For the data below, give the number of lines that include the word "shadow" and nothing else.

■ **DATA FOR THIS TASK**
++++++++++++++++++++
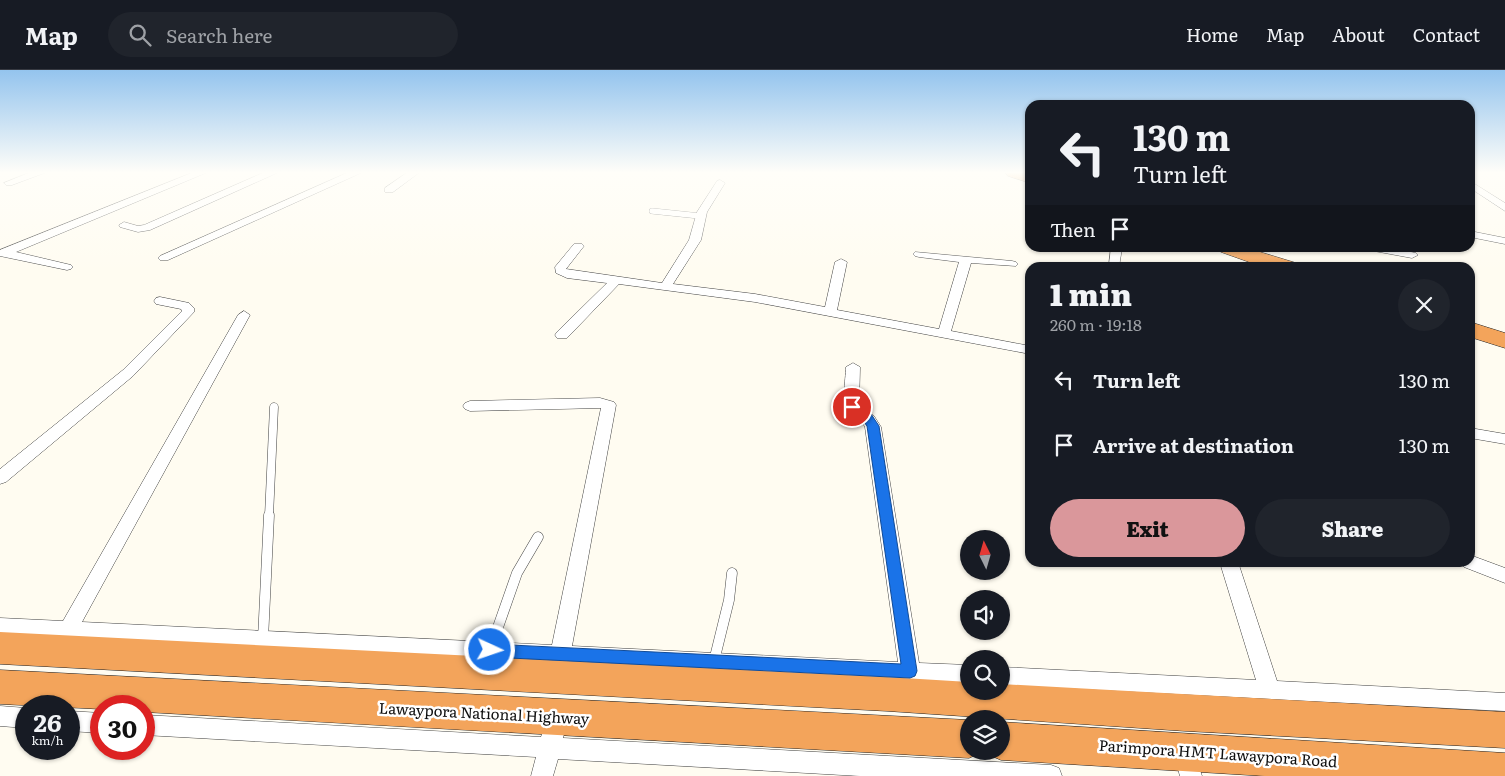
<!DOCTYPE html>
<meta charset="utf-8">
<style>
body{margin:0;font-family:Literata,serif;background:#20242c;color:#f1f3f6;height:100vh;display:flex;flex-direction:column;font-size:19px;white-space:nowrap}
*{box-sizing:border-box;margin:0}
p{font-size:16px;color:#9ea1a6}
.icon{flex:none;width:28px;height:28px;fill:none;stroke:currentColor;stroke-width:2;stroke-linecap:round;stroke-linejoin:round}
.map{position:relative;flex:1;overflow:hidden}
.sheet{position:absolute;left:1025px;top:192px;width:450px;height:305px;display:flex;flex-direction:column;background:#171b24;border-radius:15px;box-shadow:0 1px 4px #0004}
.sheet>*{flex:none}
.hud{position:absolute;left:1025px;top:30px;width:450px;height:152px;border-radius:15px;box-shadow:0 1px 4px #0004;background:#171b24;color:#f1f3f6;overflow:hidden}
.needle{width:32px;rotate:355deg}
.buttons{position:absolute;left:960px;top:460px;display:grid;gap:10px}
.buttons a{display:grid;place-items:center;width:50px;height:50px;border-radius:50%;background:#171b24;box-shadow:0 1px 4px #0004;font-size:25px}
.speed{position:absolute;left:15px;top:625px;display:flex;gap:10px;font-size:25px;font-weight:700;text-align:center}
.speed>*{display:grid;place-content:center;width:65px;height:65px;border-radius:50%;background:#171b24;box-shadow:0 1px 4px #0004;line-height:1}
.speed small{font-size:12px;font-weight:400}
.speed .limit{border:8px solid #d22;background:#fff;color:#111}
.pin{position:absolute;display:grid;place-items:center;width:42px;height:42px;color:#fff;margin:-21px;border:2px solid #fff;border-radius:50%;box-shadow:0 1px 5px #0007}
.me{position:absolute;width:55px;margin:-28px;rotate:93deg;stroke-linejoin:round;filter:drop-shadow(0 0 4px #0008)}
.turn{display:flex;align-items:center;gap:18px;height:105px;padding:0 25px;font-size:22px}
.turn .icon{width:65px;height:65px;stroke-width:2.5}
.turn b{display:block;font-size:35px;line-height:42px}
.then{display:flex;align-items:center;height:48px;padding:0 25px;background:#0003;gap:10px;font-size:19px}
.round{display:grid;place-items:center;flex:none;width:52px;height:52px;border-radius:26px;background:#20242c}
.headline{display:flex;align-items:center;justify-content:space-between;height:85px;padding:0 25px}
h1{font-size:30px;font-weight:800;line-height:38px}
.button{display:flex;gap:10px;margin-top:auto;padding:10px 25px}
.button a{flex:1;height:58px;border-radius:30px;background:#da979b;color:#111;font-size:20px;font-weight:800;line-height:58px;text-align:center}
.button a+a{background:#20242c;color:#f1f3f6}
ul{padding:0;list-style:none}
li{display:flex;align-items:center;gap:15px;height:65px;padding:0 25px}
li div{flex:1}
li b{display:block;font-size:19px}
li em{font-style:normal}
header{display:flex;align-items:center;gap:30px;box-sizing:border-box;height:70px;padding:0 25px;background:#171b24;border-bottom:1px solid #363941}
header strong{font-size:24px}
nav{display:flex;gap:28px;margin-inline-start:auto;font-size:18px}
.search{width:350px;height:45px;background:#20242c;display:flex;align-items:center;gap:12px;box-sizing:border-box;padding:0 18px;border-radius:28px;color:#9ea1a6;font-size:19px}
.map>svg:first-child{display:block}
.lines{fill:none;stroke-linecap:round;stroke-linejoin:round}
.lane-far2-casing{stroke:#424242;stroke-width:6}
.lane-far1-casing{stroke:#424242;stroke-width:9}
.lane-casing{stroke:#424242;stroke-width:11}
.street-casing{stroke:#424242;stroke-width:1}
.highway-casing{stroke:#202020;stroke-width:1}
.lane-far2{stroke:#fff;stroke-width:5.5}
.lane-far1{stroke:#fff;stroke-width:8}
.lane{stroke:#fff;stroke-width:10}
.street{fill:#fff;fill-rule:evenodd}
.highway{fill:#f3a45b;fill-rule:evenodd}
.route{fill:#1a73e8;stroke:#114b97}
.labels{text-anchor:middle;stroke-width:5;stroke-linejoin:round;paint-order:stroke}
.near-street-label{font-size:15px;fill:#0f0f0f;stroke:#fff}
</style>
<header>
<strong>Map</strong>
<div class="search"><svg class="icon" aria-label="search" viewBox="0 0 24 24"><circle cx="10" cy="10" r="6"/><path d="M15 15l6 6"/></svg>Search here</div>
<nav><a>Home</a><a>Map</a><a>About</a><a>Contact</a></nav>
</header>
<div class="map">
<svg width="1505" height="706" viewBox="0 0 1505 706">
<rect width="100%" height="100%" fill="#fffcf1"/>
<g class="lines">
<g class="lane-far2-casing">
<path id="lane-far2" d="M652,141L700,146"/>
</g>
<g class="lane-far1-casing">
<path id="lane-far1" d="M269,446L274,337"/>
</g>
<g class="lane-casing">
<g id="lane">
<path d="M263,569L269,445"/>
<path d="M490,580L517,503L538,467"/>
<path d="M714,591L729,530L732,503"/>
</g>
</g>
<g class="street-casing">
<g id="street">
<path d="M31,102H47L12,115H6L4,113Z"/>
<path d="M194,102H208L16,182L71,195L73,197L71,199L67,200L0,186V180Z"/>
<path d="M265,102H279L150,160L138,162L120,157L119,155L124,152L138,156L144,155Z"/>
<path d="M349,102H363L168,190H160L158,188L160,186Z"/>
<path d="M408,102H420L393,122H385V118Z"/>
<path d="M720,110L725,113L707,142L701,170L673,214L755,224L825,237L835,192L841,189L847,192L837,240L939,259L959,192L919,187L915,186L913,184L915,182L1012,191L1016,192L1018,194L1016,196L971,193L951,261L1030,276V284L755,232L619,214L567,268H557L555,265L557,262L607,213L567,208L556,203L555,197L574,174H582L584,176L566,199L662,213L689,170L697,142L717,111Z"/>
<path d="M1470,111L1505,133V141L1470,118Z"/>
<path d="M1470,161L1505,168V174L1470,167Z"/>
<path d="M1111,178H1122L1119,197L1111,198L1109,195Z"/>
<path d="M1368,178H1390L1416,183L1418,185L1412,188L1374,181Z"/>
<path d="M160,227L189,233L194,238V242L133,306L6,412L0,414V399L123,300L182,241L181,239L156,234L154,231L156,228Z"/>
<path d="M244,241L250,245L82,552L552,575L601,338L470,341L465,339L463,336L465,333L470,331L600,328L614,332L616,335L572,576L898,592L865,357C862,350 856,349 850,344C840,335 846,310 846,297L853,293L860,297L859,336L874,346L881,357L919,593L969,595V613L0,564V548L63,551L238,245Z"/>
<path d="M1470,358L1505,364V374L1470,368Z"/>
<path d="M1470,485L1505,498V513L1464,497L1461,492H1470Z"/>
<path d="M1238,492L1277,611L1505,623V641L1001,615V597L1256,610L1220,493Z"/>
<path d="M0,636L26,638V658L0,656Z"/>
<path d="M557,638L565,641L568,648L563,668L1051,695L1059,698L1062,706H860L558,689L553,706H531L536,687L144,665V645L541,667L549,641Z"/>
<path d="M69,641L101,643V663L69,661Z"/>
<path d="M1184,672L1192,675L1202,706H1180L1173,682L1176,675Z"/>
</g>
</g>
<g class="highway-casing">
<g id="highway">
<path d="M1005,102H1030V113L1008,106Z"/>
<path d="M1218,178H1247L1296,193L1298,198H1266L1221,182Z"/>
<path d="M1470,252L1505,263V278L1470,267Z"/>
<path d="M0,562L887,607L969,612V621H1001V614L1505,642V678L1185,661L887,641L0,594Z"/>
<path d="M0,600L969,650V681H984L969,688L144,642V636H101V639L0,634Z"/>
<path d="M1001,652L1505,683V706H1265L1001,690L987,684L985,681H1001Z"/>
</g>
</g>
<use href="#lane-far2" class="lane-far2"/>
<use href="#lane-far1" class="lane-far1"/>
<use href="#lane" class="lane"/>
<use href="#street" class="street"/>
<use href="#highway" class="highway"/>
</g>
<linearGradient id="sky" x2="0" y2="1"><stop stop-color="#94c4ee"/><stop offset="0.51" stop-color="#fffef9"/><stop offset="1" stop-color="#fffef9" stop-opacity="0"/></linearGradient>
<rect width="1505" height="201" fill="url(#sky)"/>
<path class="route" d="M852,334L871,344L879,356L917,601L915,606L910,608L490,587L485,585L483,580L485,576L490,574L901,594L867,356C861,346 853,347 846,337Z"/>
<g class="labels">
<g class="near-street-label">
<text transform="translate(484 644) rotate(3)" y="5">Lawaypora National Highway</text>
<text transform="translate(1218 684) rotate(4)" y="5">Parimpora HMT Lawaypora Road</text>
</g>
</g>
</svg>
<div class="buttons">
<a><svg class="needle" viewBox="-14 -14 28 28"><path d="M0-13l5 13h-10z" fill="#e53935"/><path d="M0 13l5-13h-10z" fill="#9ea1a6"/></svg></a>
<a><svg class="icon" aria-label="sound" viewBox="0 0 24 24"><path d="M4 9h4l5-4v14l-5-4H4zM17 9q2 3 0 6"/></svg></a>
<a><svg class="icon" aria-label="search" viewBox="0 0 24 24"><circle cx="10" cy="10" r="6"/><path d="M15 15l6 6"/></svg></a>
<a><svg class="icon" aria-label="layers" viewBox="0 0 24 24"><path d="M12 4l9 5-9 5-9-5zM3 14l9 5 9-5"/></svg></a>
</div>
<div class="speed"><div>26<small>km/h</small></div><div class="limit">30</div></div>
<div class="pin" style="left:852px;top:337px;background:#d93025"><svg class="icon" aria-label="arrive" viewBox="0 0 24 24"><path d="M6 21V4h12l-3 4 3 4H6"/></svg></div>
<svg class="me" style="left:490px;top:580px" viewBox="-20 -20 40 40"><circle r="17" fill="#1a73e8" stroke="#fff" stroke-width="3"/><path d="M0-11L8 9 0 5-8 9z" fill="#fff"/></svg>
<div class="hud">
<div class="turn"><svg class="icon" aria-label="left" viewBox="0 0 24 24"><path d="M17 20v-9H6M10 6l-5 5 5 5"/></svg><div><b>130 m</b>Turn left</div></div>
<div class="then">Then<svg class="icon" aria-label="arrive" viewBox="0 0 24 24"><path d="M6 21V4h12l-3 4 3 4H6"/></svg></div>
</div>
<section class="sheet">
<div class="headline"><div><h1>1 min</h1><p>260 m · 19:18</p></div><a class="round"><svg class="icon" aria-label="close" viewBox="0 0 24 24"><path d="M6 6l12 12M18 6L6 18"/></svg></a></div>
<ul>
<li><svg class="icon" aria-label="left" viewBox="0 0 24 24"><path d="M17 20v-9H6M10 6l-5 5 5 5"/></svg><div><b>Turn left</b></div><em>130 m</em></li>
<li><svg class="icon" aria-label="arrive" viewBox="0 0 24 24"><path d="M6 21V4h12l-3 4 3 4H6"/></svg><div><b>Arrive at destination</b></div><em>130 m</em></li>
</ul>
<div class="button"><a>Exit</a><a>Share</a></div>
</section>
</div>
++++++++++++++++++++
■ **YOUR RESPONSE**
6